AUTHOR=Luo Hong , Zhou Xia TITLE=Bioinformatics analysis of potential common pathogenic mechanisms for COVID-19 infection and primary Sjogren’s syndrome JOURNAL=Frontiers in Immunology VOLUME=13 YEAR=2022 URL=https://www.frontiersin.org/journals/immunology/articles/10.3389/fimmu.2022.938837 DOI=10.3389/fimmu.2022.938837 ISSN=1664-3224 ABSTRACT=Background

Accumulating evidence has revealed that the prevalence of Coronavirus 2019 (COVID-19) was significantly higher in patients with primary Sjogren’s syndrome (pSS) compared to the general population. However, the mechanism remains incompletely elucidated. This study aimed to further investigate the molecular mechanisms underlying the development of this complication.

Methods

The gene expression profiles of COVID-19 (GSE157103) and pSS (GSE40611) were downloaded from the Gene Expression Omnibus (GEO) database. After identifying the common differentially expressed genes (DEGs) for pSS and COVID-19, functional annotation, protein-protein interaction (PPI) network, module construction and hub gene identification were performed. Finally, we constructed transcription factor (TF)-gene regulatory network and TF-miRNA regulatory network for hub genes.

Results

A total of 40 common DEGs were selected for subsequent analyses.

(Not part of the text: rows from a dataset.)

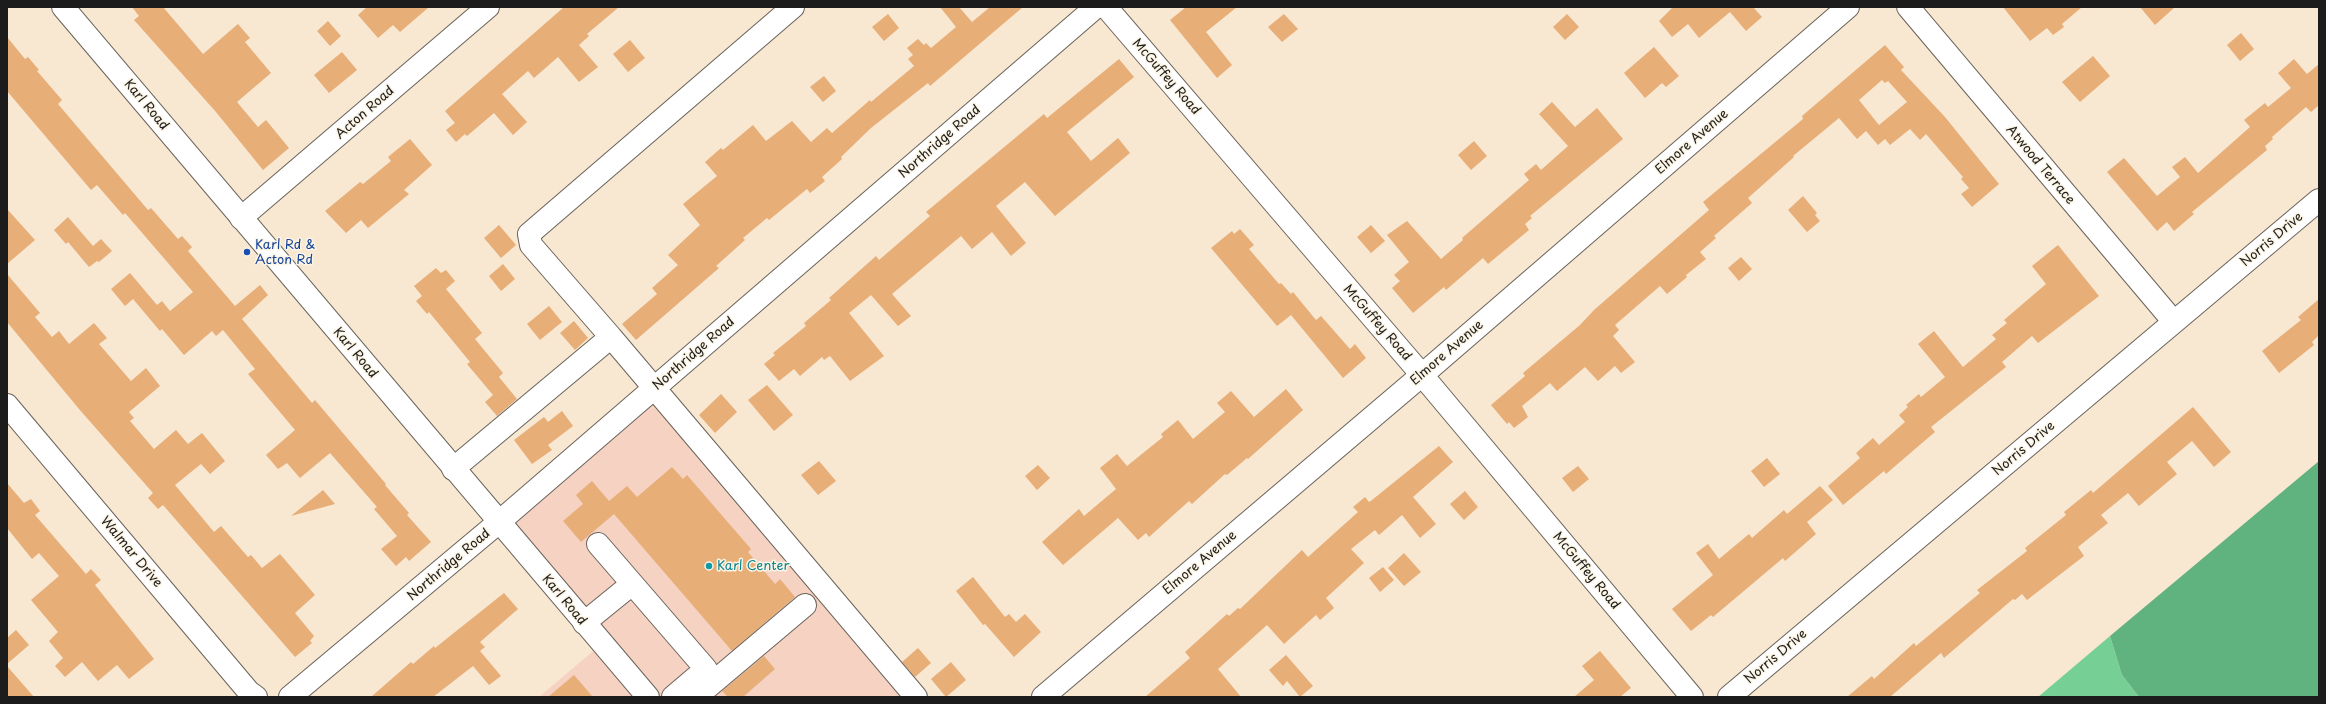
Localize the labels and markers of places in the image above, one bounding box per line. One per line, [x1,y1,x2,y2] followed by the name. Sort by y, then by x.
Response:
[255,237,315,268] place label: Karl Rd & Acton Rd
[242,247,252,257] marker: Karl Rd & Acton Rd
[717,558,790,574] place label: Karl Center
[704,561,714,571] marker: Karl Center

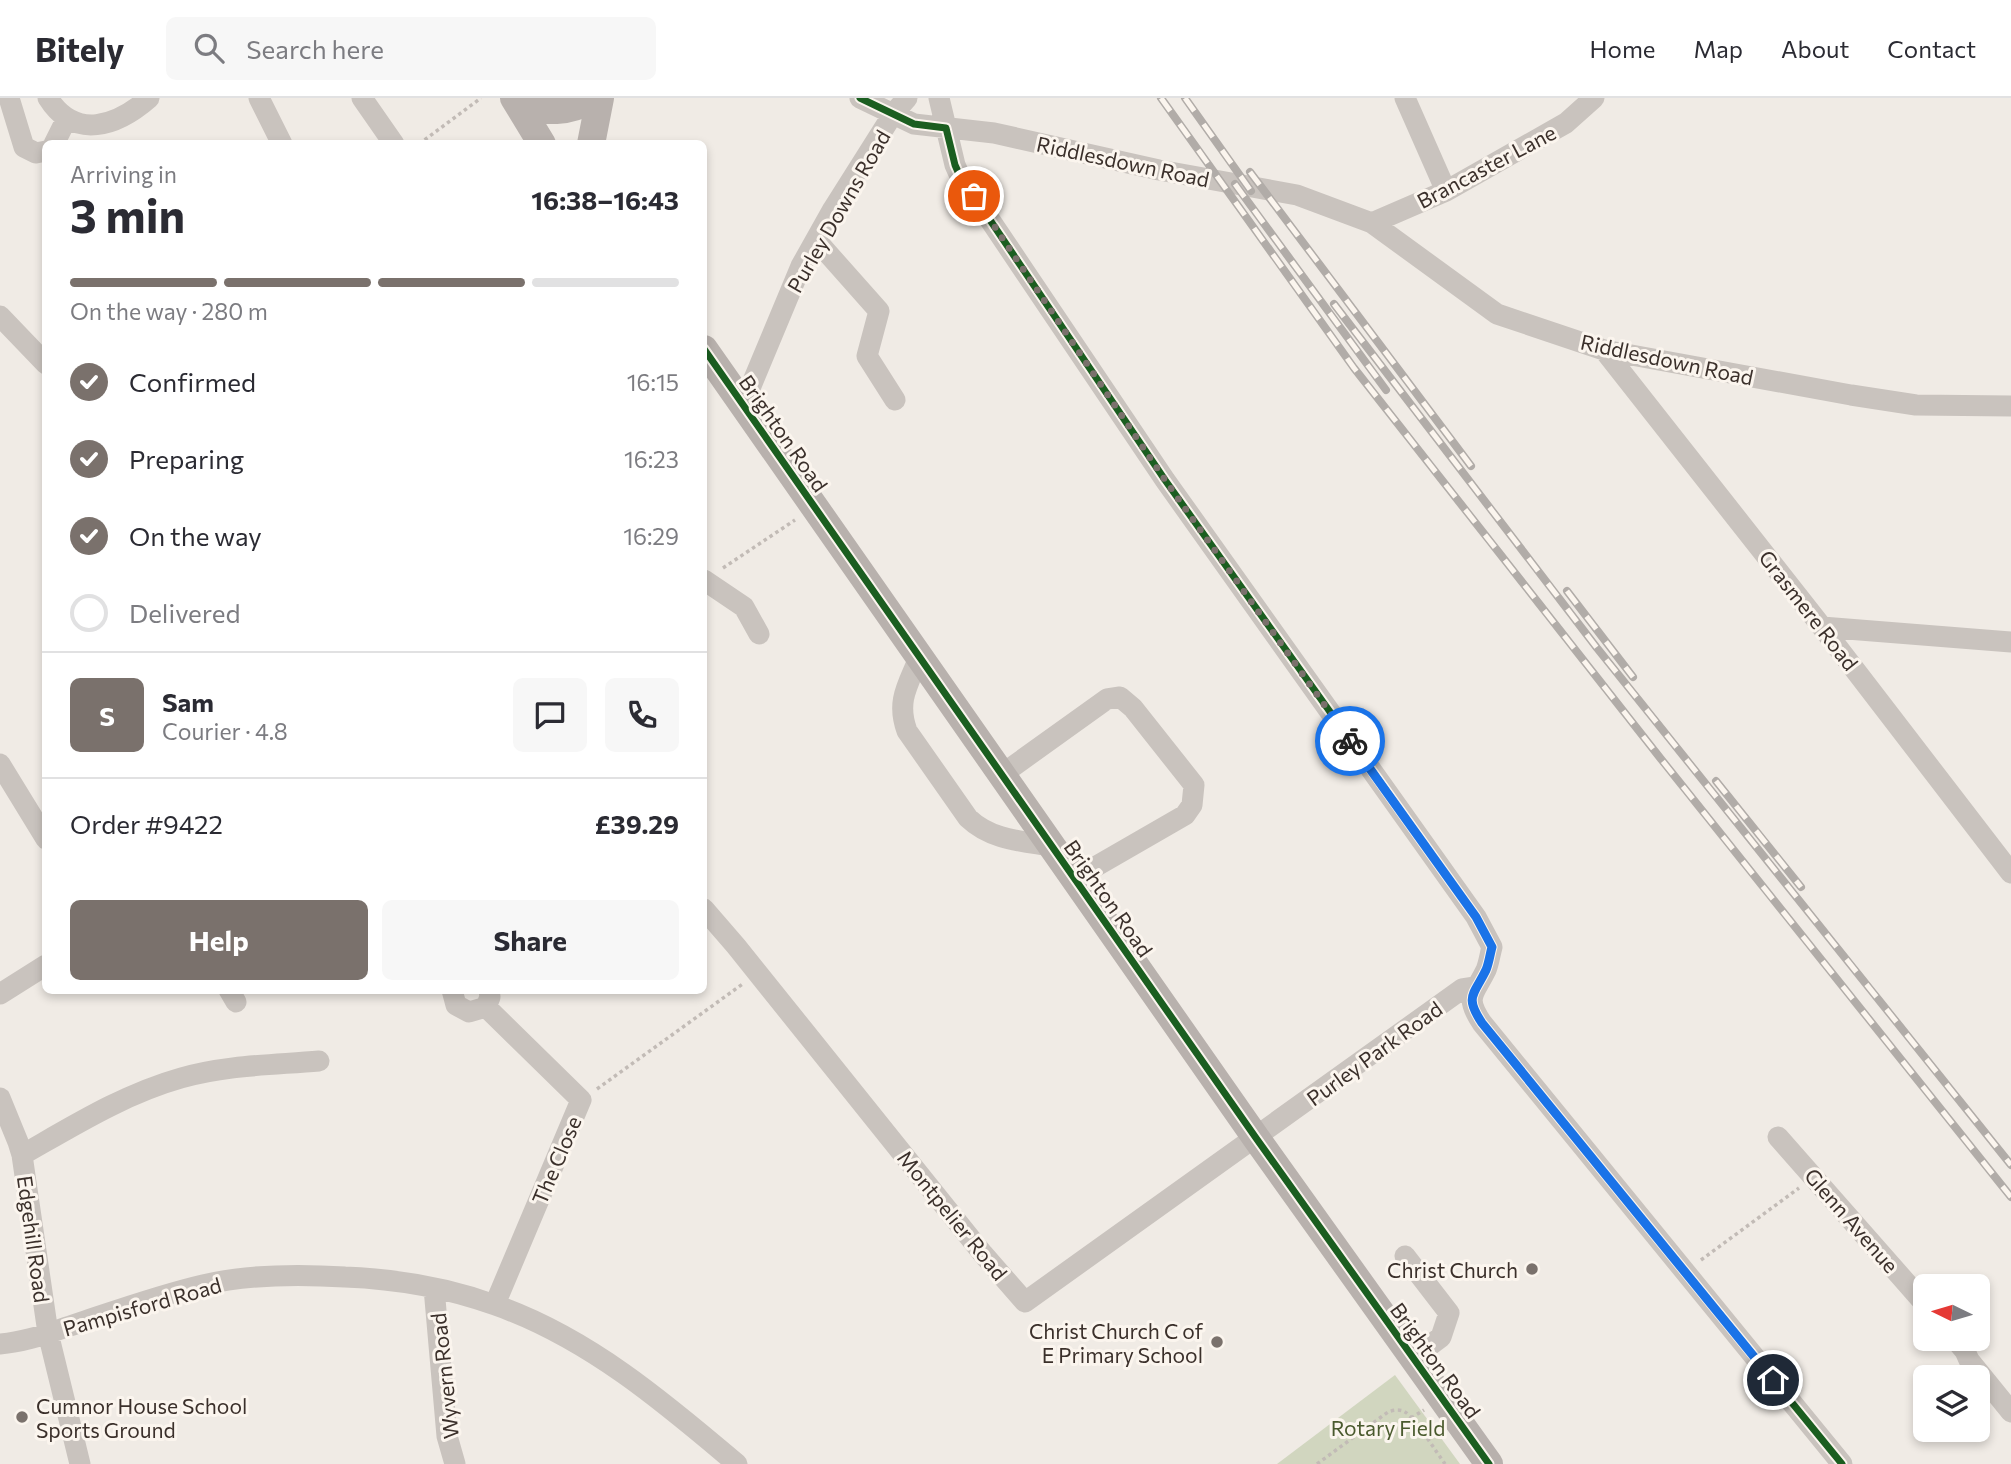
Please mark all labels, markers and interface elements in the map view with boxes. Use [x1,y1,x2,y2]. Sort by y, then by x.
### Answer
search box [166,17,656,80]
text: Bitely [35,28,124,69]
icon: search [190,29,228,67]
text: Search here [246,33,384,64]
text: Home [1590,34,1656,63]
text: Map [1694,34,1743,63]
text: About [1781,34,1849,63]
text: Contact [1887,34,1976,63]
street label: Brancaster Lane [1412,119,1560,213]
street label: Purley Downs Road [781,125,895,297]
street label: Riddlesdown Road [1034,130,1212,192]
text: Arriving in [70,160,177,188]
pin [944,166,1004,226]
icon: bag [955,177,993,215]
text: 16:38–16:43 [531,184,679,215]
text: 3 min [70,186,185,242]
text: On the way · 280 m [70,297,268,325]
street label: Riddlesdown Road [1578,328,1756,390]
icon: check [70,363,108,401]
text: Confirmed [129,366,256,397]
text: 16:15 [627,368,679,396]
street label: Brighton Road [735,370,833,496]
icon: check [70,440,108,478]
text: Preparing [129,443,244,474]
text: 16:23 [624,445,679,473]
icon: check [70,517,108,555]
text: On the way [129,520,262,551]
text: 16:29 [623,522,679,550]
street label: Grasmere Road [1754,545,1864,675]
text: Delivered [129,597,240,628]
button: chat [513,678,587,752]
button: phone [605,678,679,752]
text: Sam [162,686,214,717]
text: S [99,700,115,731]
courier [1315,706,1385,776]
text: Courier · 4.8 [162,717,288,745]
icon: bike [1331,722,1369,760]
text: Order #9422 [70,808,223,839]
text: £39.29 [595,808,679,839]
street label: Brighton Road [1060,835,1158,961]
button: Help [70,900,368,980]
button: Share [382,900,679,980]
street label: Purley Park Road [1301,995,1447,1111]
street label: The Close [526,1112,586,1208]
street label: Montpelier Road [893,1145,1013,1285]
street label: Glenn Avenue [1800,1163,1904,1277]
street label: Edgehill Road [13,1174,55,1304]
place label: Christ Church [1387,1257,1518,1282]
marker: Christ Church [1524,1261,1540,1277]
street label: Pampisford Road [60,1271,224,1341]
north arrow [1913,1274,1990,1351]
map controls [1913,1274,1990,1442]
street label: Brighton Road [1386,1297,1486,1423]
street label: Wyvern Road [425,1312,463,1440]
place label: Christ Church C of E Primary School [1029,1318,1204,1367]
marker: Christ Church C of E Primary School [1209,1334,1225,1350]
pin [1743,1350,1803,1410]
icon: home [1754,1361,1792,1399]
button: layers [1913,1365,1990,1442]
place label: Cumnor House School Sports Ground [36,1393,247,1442]
marker: Cumnor House School Sports Ground [14,1409,30,1425]
park label: Rotary Field [1331,1415,1445,1440]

Functional analyses showed that cellular components and metabolic pathways collectively participated in the development and progression of pSS and COVID-19. Finally, 12 significant hub genes were identified using the cytoHubba plugin, including CMPK2, TYMS, RRM2, HERC5, IFI44L, IFI44, IFIT2, IFIT1, IFIT3, MX1, CDCA2 and TOP2A, which had preferable values as diagnostic markers for COVID-19 and pSS.

Conclusions

Our study reveals common pathogenesis of pSS and COVID-19. These common pathways and pivotal genes may provide new ideas for further mechanistic studies.